**PROBLEM DETAILS**
Please return each record exactly as it stands.

____

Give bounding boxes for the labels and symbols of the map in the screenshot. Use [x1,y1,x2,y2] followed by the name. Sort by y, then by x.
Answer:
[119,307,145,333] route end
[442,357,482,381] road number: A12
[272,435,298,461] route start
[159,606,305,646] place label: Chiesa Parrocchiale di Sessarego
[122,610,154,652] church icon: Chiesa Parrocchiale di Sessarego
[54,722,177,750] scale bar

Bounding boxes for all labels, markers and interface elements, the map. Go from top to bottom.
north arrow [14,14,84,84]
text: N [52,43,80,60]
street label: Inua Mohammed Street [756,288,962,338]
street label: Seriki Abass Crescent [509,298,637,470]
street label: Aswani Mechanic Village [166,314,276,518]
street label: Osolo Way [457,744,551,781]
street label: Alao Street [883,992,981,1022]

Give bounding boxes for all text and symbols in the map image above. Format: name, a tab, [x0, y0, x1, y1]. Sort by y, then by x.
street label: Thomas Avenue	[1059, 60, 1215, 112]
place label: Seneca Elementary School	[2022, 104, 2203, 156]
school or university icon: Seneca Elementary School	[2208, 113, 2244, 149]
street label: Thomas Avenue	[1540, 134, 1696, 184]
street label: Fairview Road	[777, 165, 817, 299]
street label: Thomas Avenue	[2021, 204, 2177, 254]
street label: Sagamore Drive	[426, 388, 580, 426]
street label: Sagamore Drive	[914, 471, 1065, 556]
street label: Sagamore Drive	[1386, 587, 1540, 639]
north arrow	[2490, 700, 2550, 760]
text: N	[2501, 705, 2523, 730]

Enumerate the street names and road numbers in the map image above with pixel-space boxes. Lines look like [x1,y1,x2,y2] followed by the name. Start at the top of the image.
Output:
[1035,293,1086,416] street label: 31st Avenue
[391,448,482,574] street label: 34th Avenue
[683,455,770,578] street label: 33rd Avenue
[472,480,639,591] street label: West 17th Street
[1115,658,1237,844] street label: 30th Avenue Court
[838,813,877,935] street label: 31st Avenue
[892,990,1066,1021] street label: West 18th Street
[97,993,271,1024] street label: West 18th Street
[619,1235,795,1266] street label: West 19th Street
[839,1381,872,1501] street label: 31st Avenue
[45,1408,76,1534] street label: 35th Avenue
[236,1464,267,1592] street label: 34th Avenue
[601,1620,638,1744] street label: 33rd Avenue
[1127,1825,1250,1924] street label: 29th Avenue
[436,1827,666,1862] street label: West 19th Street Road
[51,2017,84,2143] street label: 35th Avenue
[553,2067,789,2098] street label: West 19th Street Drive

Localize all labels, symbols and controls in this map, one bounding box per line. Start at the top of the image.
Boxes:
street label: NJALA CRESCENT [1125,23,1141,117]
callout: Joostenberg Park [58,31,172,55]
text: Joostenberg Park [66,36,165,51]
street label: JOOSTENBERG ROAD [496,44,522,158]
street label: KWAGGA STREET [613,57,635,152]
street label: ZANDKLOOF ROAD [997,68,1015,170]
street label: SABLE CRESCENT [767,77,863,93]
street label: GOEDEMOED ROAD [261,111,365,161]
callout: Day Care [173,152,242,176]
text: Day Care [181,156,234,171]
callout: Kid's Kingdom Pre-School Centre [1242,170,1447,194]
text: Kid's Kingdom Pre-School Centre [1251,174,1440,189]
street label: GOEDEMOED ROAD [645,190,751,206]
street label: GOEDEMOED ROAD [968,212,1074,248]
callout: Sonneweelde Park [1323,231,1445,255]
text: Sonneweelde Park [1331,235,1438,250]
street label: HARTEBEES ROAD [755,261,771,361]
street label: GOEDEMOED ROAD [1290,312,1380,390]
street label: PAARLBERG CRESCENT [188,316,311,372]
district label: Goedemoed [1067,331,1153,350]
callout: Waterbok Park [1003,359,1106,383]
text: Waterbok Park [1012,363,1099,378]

____

**ANSWER TO THE PROBLEM**
Give bounding boxes for the labels and symbols of the map in the screenshot. Use [x1,y1,x2,y2] followed by the name. Sort by y, then by x.
Answer:
[119,307,145,333] route end
[442,357,482,381] road number: A12
[272,435,298,461] route start
[159,606,305,646] place label: Chiesa Parrocchiale di Sessarego
[122,610,154,652] church icon: Chiesa Parrocchiale di Sessarego
[54,722,177,750] scale bar

Bounding boxes for all labels, markers and interface elements, the map. Go from top to bottom.
north arrow [14,14,84,84]
text: N [52,43,80,60]
street label: Inua Mohammed Street [756,288,962,338]
street label: Seriki Abass Crescent [509,298,637,470]
street label: Aswani Mechanic Village [166,314,276,518]
street label: Osolo Way [457,744,551,781]
street label: Alao Street [883,992,981,1022]

Give bounding boxes for all text and symbols in the map image above. Format: name, a tab, [x0, y0, x1, y1]. Sort by y, then by x.
street label: Thomas Avenue	[1059, 60, 1215, 112]
place label: Seneca Elementary School	[2022, 104, 2203, 156]
school or university icon: Seneca Elementary School	[2208, 113, 2244, 149]
street label: Thomas Avenue	[1540, 134, 1696, 184]
street label: Fairview Road	[777, 165, 817, 299]
street label: Thomas Avenue	[2021, 204, 2177, 254]
street label: Sagamore Drive	[426, 388, 580, 426]
street label: Sagamore Drive	[914, 471, 1065, 556]
street label: Sagamore Drive	[1386, 587, 1540, 639]
north arrow	[2490, 700, 2550, 760]
text: N	[2501, 705, 2523, 730]

Enumerate the street names and road numbers in the map image above with pixel-space boxes. Lines look like [x1,y1,x2,y2] followed by the name. Start at the top of the image.
Output:
[1035,293,1086,416] street label: 31st Avenue
[391,448,482,574] street label: 34th Avenue
[683,455,770,578] street label: 33rd Avenue
[472,480,639,591] street label: West 17th Street
[1115,658,1237,844] street label: 30th Avenue Court
[838,813,877,935] street label: 31st Avenue
[892,990,1066,1021] street label: West 18th Street
[97,993,271,1024] street label: West 18th Street
[619,1235,795,1266] street label: West 19th Street
[839,1381,872,1501] street label: 31st Avenue
[45,1408,76,1534] street label: 35th Avenue
[236,1464,267,1592] street label: 34th Avenue
[601,1620,638,1744] street label: 33rd Avenue
[1127,1825,1250,1924] street label: 29th Avenue
[436,1827,666,1862] street label: West 19th Street Road
[51,2017,84,2143] street label: 35th Avenue
[553,2067,789,2098] street label: West 19th Street Drive

Localize all labels, symbols and controls in this map, one bounding box per line. Start at the top of the image.
Boxes:
street label: NJALA CRESCENT [1125,23,1141,117]
callout: Joostenberg Park [58,31,172,55]
text: Joostenberg Park [66,36,165,51]
street label: JOOSTENBERG ROAD [496,44,522,158]
street label: KWAGGA STREET [613,57,635,152]
street label: ZANDKLOOF ROAD [997,68,1015,170]
street label: SABLE CRESCENT [767,77,863,93]
street label: GOEDEMOED ROAD [261,111,365,161]
callout: Day Care [173,152,242,176]
text: Day Care [181,156,234,171]
callout: Kid's Kingdom Pre-School Centre [1242,170,1447,194]
text: Kid's Kingdom Pre-School Centre [1251,174,1440,189]
street label: GOEDEMOED ROAD [645,190,751,206]
street label: GOEDEMOED ROAD [968,212,1074,248]
callout: Sonneweelde Park [1323,231,1445,255]
text: Sonneweelde Park [1331,235,1438,250]
street label: HARTEBEES ROAD [755,261,771,361]
street label: GOEDEMOED ROAD [1290,312,1380,390]
street label: PAARLBERG CRESCENT [188,316,311,372]
district label: Goedemoed [1067,331,1153,350]
callout: Waterbok Park [1003,359,1106,383]
text: Waterbok Park [1012,363,1099,378]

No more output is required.